Head over heart

How we think the City Council should approach the Walmart appeal

Walmart. The very name evokes strong emotions for many Chicoans. With its push for low prices at all costs, the retail giant is revered in some quarters as a saving grace in recessionary times and reviled in others as the embodiment of ruthless, expansionist capitalism.

Under several editors in the past, this paper has editorialized against Walmart. But when it comes to the latest chapter in the company’s controversial Chico saga, what we think of the company is really beside the point.

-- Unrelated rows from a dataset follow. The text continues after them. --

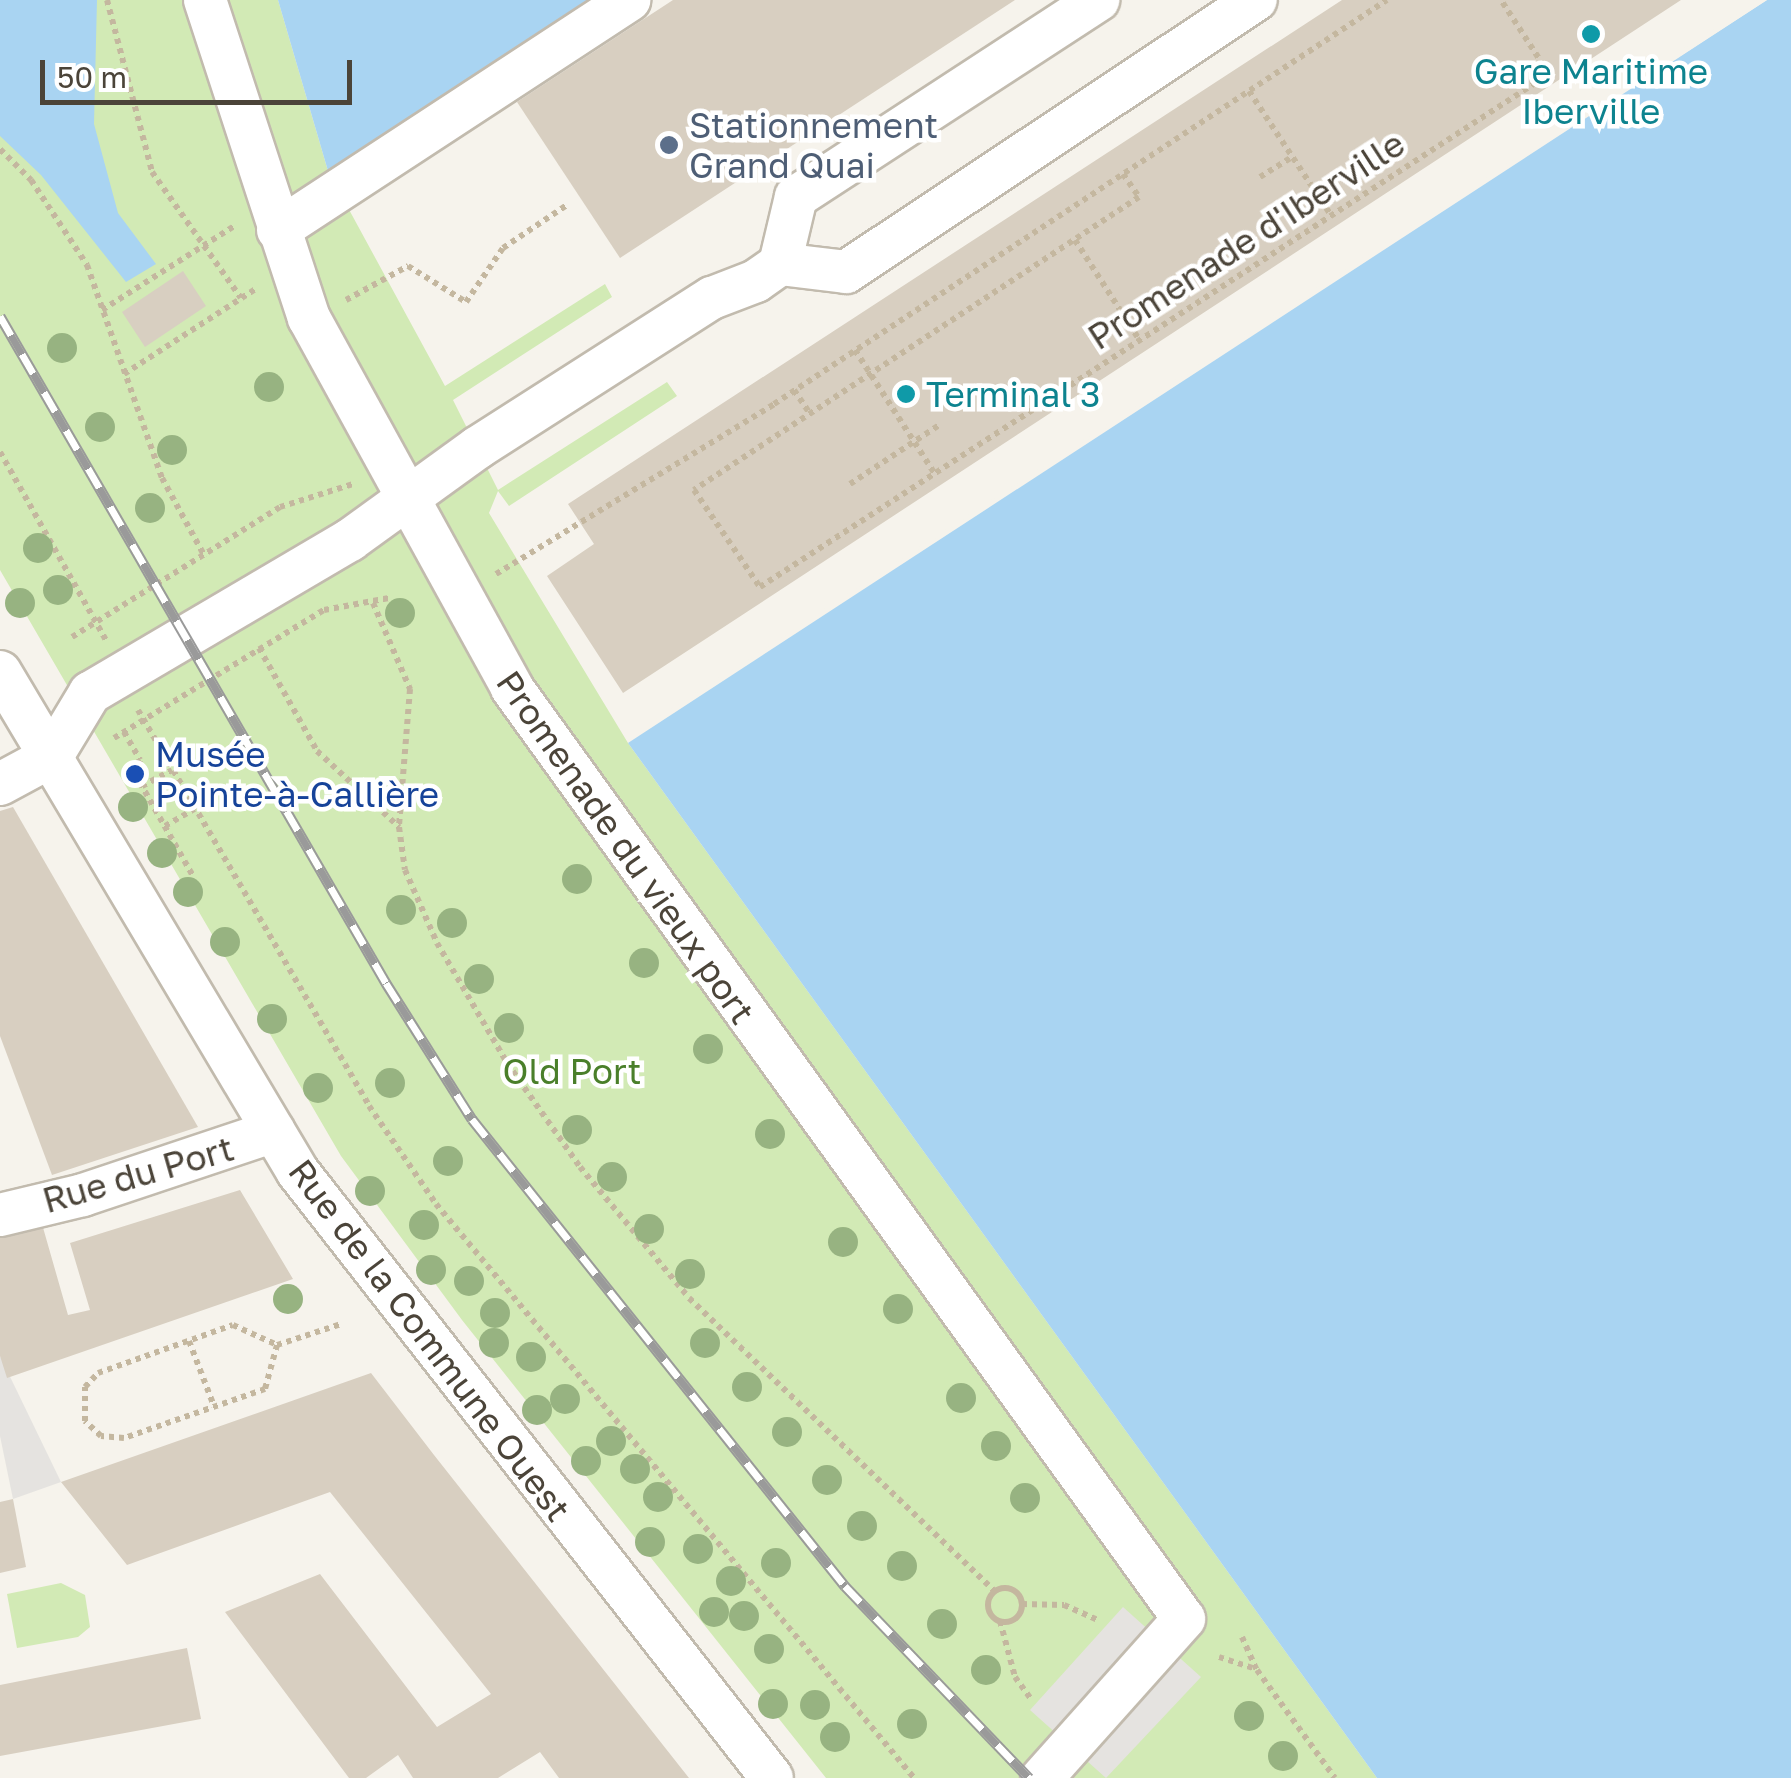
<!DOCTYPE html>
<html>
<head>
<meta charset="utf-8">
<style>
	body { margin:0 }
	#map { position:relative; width:1791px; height:1778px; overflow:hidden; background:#f6f3ec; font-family:"Golos Text",sans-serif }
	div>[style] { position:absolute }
	.green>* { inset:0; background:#d2eab5 }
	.parking>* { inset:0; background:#e5e3e0 }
	.water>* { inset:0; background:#a9d4f2 }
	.pier>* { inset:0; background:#f6f3ec }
	.building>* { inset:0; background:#d8cfc1 }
	.path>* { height:6px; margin-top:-3px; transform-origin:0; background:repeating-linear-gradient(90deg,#c4b79f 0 5px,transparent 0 10px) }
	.path>.ring { margin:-3px; padding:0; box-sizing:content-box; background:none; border:6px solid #c4b79f; border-radius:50% }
	.roads { filter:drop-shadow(2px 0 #c2bbae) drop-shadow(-2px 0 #c2bbae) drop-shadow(0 2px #c2bbae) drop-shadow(0 -2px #c2bbae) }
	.minor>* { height:42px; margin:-21px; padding:0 21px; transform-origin:21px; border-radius:21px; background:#fff }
	.rail>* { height:11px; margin-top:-5.5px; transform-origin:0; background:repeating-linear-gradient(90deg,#fff 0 22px,#9a9a9a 0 44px); box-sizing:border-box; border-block:2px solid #9a9a9a }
	.trees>* { width:30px; height:30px; margin:-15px; border-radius:50%; background:#97b381 }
	.dots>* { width:28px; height:28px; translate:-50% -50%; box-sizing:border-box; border:5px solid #fff; border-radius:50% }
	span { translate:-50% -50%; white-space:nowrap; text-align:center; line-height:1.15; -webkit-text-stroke:9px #fff; paint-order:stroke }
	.culture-label { font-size:35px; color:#0d838f }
	.left { translate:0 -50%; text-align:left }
	.service-label { font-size:35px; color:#4e5e75 }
	.street-label { font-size:35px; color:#4b4439 }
	.transit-label { font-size:35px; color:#164399 }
	.park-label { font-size:35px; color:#4a7f2a }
	.scale { position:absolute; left:40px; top:60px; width:312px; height:45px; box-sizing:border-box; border:5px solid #4b4439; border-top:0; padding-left:12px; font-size:30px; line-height:35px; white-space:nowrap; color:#4b4439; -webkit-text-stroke:8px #fff; paint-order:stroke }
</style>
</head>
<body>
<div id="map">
	<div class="green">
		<i style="clip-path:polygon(0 0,278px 0,328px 171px,445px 386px,605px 284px,612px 297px,453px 400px,498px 490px,667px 382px,677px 396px,509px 506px,498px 491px,489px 513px,628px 743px,1377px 1778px,826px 1778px,462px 1320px,341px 1156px,0 570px)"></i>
		<i style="clip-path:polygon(61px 1583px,85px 1595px,90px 1627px,78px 1637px,17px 1648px,7px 1594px)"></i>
	</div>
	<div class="parking">
		<i style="clip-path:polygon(0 1356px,61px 1482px,13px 1499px,0 1436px)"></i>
		<i style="clip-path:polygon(1123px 1607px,1201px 1677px,1106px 1778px,1030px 1710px)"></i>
	</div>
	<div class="water">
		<i style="clip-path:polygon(0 0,97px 0,94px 124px,118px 213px,156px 264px,126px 282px,41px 175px,0 136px)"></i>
		<i style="clip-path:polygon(278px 0,588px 0,328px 171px)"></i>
		<i style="clip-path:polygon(1767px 0,1791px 0,1791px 1778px,1377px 1778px,628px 743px)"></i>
	</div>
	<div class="pier">
		<i style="clip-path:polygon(1758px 0,1767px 0,625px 739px)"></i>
	</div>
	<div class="building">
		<i style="clip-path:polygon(673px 0,1015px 0,620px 258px,517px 102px)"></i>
		<i style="clip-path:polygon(1342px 0,1681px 0,623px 693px,547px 576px,594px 544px,568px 504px)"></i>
		<i style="clip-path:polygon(183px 271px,206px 306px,145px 347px,122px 312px)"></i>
		<i style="clip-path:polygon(13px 807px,198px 1127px,52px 1175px,0 1036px,0 811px)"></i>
		<i style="clip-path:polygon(240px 1190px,293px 1279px,7px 1378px,0 1356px,0 1238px,42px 1224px,68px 1315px,90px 1310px,70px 1243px)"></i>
		<i style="clip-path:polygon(371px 1373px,434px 1455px,689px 1778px,559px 1778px,540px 1752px,498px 1778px,413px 1778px,398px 1755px,366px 1778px,349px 1778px,225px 1612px,320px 1574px,437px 1727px,491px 1694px,330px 1492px,127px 1565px,61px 1482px)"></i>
		<i style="clip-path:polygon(13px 1499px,26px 1567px,0 1573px,0 1502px)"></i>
		<i style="clip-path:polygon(187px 1648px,201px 1719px,0 1756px,0 1685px)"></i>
	</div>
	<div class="path">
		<i style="left:107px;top:0;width:178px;rotate:75.3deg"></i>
		<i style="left:152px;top:172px;width:154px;rotate:54.8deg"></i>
		<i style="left:1249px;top:91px;width:147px;rotate:56.6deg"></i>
		<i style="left:0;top:149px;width:44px;rotate:45deg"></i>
		<i style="left:31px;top:180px;width:102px;rotate:56.6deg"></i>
		<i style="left:87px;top:265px;width:226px;rotate:70.6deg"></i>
		<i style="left:162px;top:478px;width:90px;rotate:61.4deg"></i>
		<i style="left:1123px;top:174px;width:28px;rotate:55deg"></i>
		<i style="left:1139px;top:197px;width:533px;rotate:146.64deg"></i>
		<i style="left:694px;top:490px;width:117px;rotate:55.8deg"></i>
		<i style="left:760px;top:587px;width:941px;rotate:-33.03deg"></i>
		<i style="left:1549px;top:74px;width:88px;rotate:-123deg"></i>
		<i style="left:1260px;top:177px;width:38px;rotate:-32deg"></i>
		<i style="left:1075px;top:240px;width:120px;rotate:57.2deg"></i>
		<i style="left:346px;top:300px;width:71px;rotate:-28.7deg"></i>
		<i style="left:408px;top:266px;width:68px;rotate:31.8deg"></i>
		<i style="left:466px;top:302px;width:65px;rotate:-55.6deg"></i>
		<i style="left:503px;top:248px;width:77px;rotate:-33.9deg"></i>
		<i style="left:102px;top:310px;width:159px;rotate:-32.4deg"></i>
		<i style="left:855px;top:350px;width:148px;rotate:57.2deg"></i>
		<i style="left:124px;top:374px;width:158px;rotate:-32.9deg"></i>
		<i style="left:794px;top:390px;width:29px;rotate:56deg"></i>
		<i style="left:0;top:452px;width:216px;rotate:60.6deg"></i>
		<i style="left:850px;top:484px;width:107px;rotate:-33.5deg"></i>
		<i style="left:496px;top:574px;width:326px;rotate:-31.4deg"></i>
		<i style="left:774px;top:404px;width:734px;rotate:-33.39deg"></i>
		<i style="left:373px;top:603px;width:94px;rotate:66.7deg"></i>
		<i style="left:410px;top:689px;width:138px;rotate:94.6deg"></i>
		<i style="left:399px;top:827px;width:43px;rotate:82.1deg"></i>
		<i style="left:405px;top:870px;width:80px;rotate:66.3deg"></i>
		<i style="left:437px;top:943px;width:139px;rotate:59.7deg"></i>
		<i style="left:507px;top:1063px;width:127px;rotate:54.9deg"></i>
		<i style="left:580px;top:1167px;width:170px;rotate:50.2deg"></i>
		<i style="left:689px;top:1298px;width:424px;rotate:43.8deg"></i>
		<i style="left:72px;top:637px;width:245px;rotate:-32deg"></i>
		<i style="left:280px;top:507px;width:77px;rotate:-17.5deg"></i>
		<i style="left:259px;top:648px;width:118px;rotate:60.6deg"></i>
		<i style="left:317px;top:751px;width:112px;rotate:42.8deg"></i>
		<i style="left:138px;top:710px;width:458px;rotate:59.7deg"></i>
		<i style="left:369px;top:1106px;width:119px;rotate:55.6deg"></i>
		<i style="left:436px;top:1204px;width:747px;rotate:50.21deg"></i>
		<i style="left:124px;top:732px;width:32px;rotate:60deg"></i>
		<i style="left:140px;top:760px;width:15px;rotate:110deg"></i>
		<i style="left:135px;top:774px;width:120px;rotate:60.4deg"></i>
		<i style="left:114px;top:738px;width:246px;rotate:-31.4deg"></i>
		<i style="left:324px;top:610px;width:66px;rotate:-10.5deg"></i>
		<i style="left:142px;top:786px;width:34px;rotate:-28deg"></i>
		<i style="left:165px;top:826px;width:34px;rotate:-30deg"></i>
		<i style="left:189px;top:1341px;width:70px;rotate:69deg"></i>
		<i style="left:277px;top:1345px;width:46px;rotate:105.3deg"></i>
		<i style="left:265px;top:1389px;width:149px;rotate:160.8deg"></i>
		<i style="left:124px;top:1438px;width:23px;rotate:-175deg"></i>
		<i style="left:101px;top:1436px;width:22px;rotate:-137deg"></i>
		<i style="left:85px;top:1421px;width:34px;rotate:-90deg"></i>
		<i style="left:85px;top:1387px;width:19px;rotate:-47deg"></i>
		<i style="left:98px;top:1373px;width:143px;rotate:-19.6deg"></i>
		<i style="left:233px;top:1325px;width:48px;rotate:24.4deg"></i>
		<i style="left:277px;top:1345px;width:67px;rotate:-18.2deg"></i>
		<i class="ring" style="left:988px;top:1588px;width:28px;height:28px"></i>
		<i style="left:1022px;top:1604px;width:42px;rotate:1.4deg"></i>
		<i style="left:1064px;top:1605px;width:37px;rotate:24deg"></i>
		<i style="left:1000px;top:1621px;width:58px;rotate:75deg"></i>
		<i style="left:1015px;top:1677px;width:26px;rotate:54deg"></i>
		<i style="left:1242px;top:1637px;width:36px;rotate:66deg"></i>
		<i style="left:1257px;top:1670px;width:133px;rotate:54.2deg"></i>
		<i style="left:1219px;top:1657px;width:38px;rotate:18deg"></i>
	</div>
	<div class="roads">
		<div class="minor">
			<i style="left:205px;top:0;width:335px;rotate:71.9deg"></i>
			<i style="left:309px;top:318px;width:422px;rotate:61.2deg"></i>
			<i style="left:512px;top:688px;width:1148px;rotate:54.18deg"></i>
			<i style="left:1184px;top:1619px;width:213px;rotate:131.8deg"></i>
			<i style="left:278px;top:230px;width:420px;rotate:-33.2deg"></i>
			<i style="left:780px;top:264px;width:66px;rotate:6.9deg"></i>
			<i style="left:846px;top:272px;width:492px;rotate:-33.6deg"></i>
			<i style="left:0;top:672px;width:582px;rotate:59.21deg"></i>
			<i style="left:298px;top:1172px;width:769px;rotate:51.97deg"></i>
			<i style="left:0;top:784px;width:59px;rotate:-28.3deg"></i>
			<i style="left:52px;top:756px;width:74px;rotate:-58.9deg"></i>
			<i style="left:90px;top:693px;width:302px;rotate:-30.5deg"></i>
			<i style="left:350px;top:540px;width:157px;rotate:-35.9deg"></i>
			<i style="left:477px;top:448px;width:279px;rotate:-32.6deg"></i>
			<i style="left:712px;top:298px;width:47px;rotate:-21.1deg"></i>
			<i style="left:756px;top:281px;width:29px;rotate:-35deg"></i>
			<i style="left:780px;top:264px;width:69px;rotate:-76.6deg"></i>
			<i style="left:796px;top:197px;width:361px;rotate:-33.1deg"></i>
			<i style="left:0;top:1215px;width:85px;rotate:-13.5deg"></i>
			<i style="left:83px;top:1195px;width:201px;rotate:-18.5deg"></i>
		</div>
	</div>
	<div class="rail">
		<i style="left:0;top:316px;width:771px;rotate:59.94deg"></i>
		<i style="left:386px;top:983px;width:161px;rotate:57.7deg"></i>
		<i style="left:472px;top:1119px;width:598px;rotate:51.39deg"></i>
		<i style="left:845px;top:1586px;width:266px;rotate:46.2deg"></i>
	</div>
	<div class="trees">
		<i style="left:62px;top:348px"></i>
		<i style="left:269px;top:387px"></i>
		<i style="left:100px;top:427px"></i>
		<i style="left:172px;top:450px"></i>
		<i style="left:150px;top:508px"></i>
		<i style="left:38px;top:548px"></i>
		<i style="left:58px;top:590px"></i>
		<i style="left:20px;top:603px"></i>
		<i style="left:400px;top:613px"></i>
		<i style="left:133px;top:807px"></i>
		<i style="left:162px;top:853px"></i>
		<i style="left:577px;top:879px"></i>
		<i style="left:188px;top:892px"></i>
		<i style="left:401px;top:910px"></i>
		<i style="left:452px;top:923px"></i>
		<i style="left:225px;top:942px"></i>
		<i style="left:644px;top:963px"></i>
		<i style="left:479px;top:979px"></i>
		<i style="left:272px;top:1019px"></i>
		<i style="left:509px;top:1028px"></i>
		<i style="left:708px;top:1049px"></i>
		<i style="left:390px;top:1083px"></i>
		<i style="left:318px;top:1088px"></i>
		<i style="left:577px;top:1130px"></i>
		<i style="left:770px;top:1134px"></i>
		<i style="left:448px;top:1161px"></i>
		<i style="left:612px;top:1177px"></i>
		<i style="left:370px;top:1191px"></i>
		<i style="left:424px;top:1225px"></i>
		<i style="left:649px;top:1229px"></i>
		<i style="left:843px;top:1242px"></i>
		<i style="left:431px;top:1270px"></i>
		<i style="left:690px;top:1274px"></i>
		<i style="left:469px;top:1281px"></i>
		<i style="left:288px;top:1299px"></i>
		<i style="left:898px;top:1309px"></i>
		<i style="left:495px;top:1313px"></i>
		<i style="left:494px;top:1343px"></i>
		<i style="left:705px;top:1343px"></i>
		<i style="left:531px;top:1357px"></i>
		<i style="left:747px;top:1387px"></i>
		<i style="left:961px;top:1398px"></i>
		<i style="left:565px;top:1399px"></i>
		<i style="left:537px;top:1410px"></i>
		<i style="left:787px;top:1432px"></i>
		<i style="left:611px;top:1441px"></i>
		<i style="left:996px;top:1446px"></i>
		<i style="left:586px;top:1461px"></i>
		<i style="left:635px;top:1469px"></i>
		<i style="left:827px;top:1480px"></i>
		<i style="left:658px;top:1497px"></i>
		<i style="left:1025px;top:1498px"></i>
		<i style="left:862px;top:1526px"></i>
		<i style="left:650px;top:1542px"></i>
		<i style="left:698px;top:1549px"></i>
		<i style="left:776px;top:1563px"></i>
		<i style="left:902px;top:1566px"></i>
		<i style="left:731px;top:1581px"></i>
		<i style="left:714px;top:1612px"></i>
		<i style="left:744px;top:1616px"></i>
		<i style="left:942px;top:1624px"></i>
		<i style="left:769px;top:1649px"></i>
		<i style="left:986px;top:1670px"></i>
		<i style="left:773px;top:1704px"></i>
		<i style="left:815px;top:1705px"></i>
		<i style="left:1249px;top:1716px"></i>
		<i style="left:912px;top:1724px"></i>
		<i style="left:835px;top:1737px"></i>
		<i style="left:1283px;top:1756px"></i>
	</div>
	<div class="dots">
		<i style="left:1591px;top:34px;background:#0f9aa8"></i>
		<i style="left:669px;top:145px;background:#5c6f8a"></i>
		<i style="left:906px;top:394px;background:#0f9aa8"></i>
		<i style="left:135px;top:774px;background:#1a4fb4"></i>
	</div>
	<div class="culture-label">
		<span style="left:1591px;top:91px">Gare Maritime<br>Iberville</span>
		<span class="left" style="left:926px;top:394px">Terminal 3</span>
	</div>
	<div class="service-label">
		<span class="left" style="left:689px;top:145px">Stationnement<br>Grand Quai</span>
	</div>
	<div class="street-label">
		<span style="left:1246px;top:240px;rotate:-33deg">Promenade d'Iberville</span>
		<span style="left:626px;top:847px;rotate:55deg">Promenade du vieux port</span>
		<span style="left:138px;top:1174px;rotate:-16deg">Rue du Port</span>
		<span style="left:430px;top:1340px;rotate:53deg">Rue de la Commune Ouest</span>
	</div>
	<div class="transit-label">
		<span class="left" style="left:155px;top:774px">Musée<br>Pointe-à-Callière</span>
	</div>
	<div class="park-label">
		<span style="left:572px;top:1071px">Old Port</span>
	</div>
	<div class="scale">50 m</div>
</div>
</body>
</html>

At issue is whether the Forest Avenue store can expand by adding a discount grocery component. City planners support the project, but the Planning Commission voted 5-2 to reject Walmart’s environmental-impact report, thereby halting the conversion to a so-called “supercenter.”

On Monday (Aug. 31), Walmart appealed the July 30 decision. In its appeal, the company asserts that the EIR sufficiently addresses concerns about traffic, air quality and impacts on “urban decay.”

Now it’s up to the City Council to determine the viability of Walmart’s plan. The deliberation is bound to be contentious, punctuated with passionate speeches from citizens on both sides. The Planning Commission hearing drew so many public speakers that it stretched over three sessions.

We hope that, after all the emotional pleas, council members will think with their heads, not their hearts. Whether they view Walmart with love, hate or indifference, the matter at hand is a development permit. In that regard, we encourage the council to consider the following:

• Will a bigger Walmart bring enough benefit to the city to justify overriding considerations for the adverse effect on air quality that even the retailer acknowledges it will make?

• Are its pollution-mitigation efforts adequate? (Will Walmart, for instance, put money into the Air Quality Management District’s offset fund? How much?)

• Are its plans to mitigate traffic congestion sufficiently extensive?

• Sorting through conflicting analyses, what’s the most credible assessment of the impact a supercenter would have on other discount grocers?

Stick to the pertinent points. Uphold or deny the appeal on its merits. Go beyond that, and Chico runs the risk of a lengthy court battle with an uncertain outcome. That’s the last thing our cash-strapped city needs just now. On this, we’re sure Walmart fans and foes alike can agree.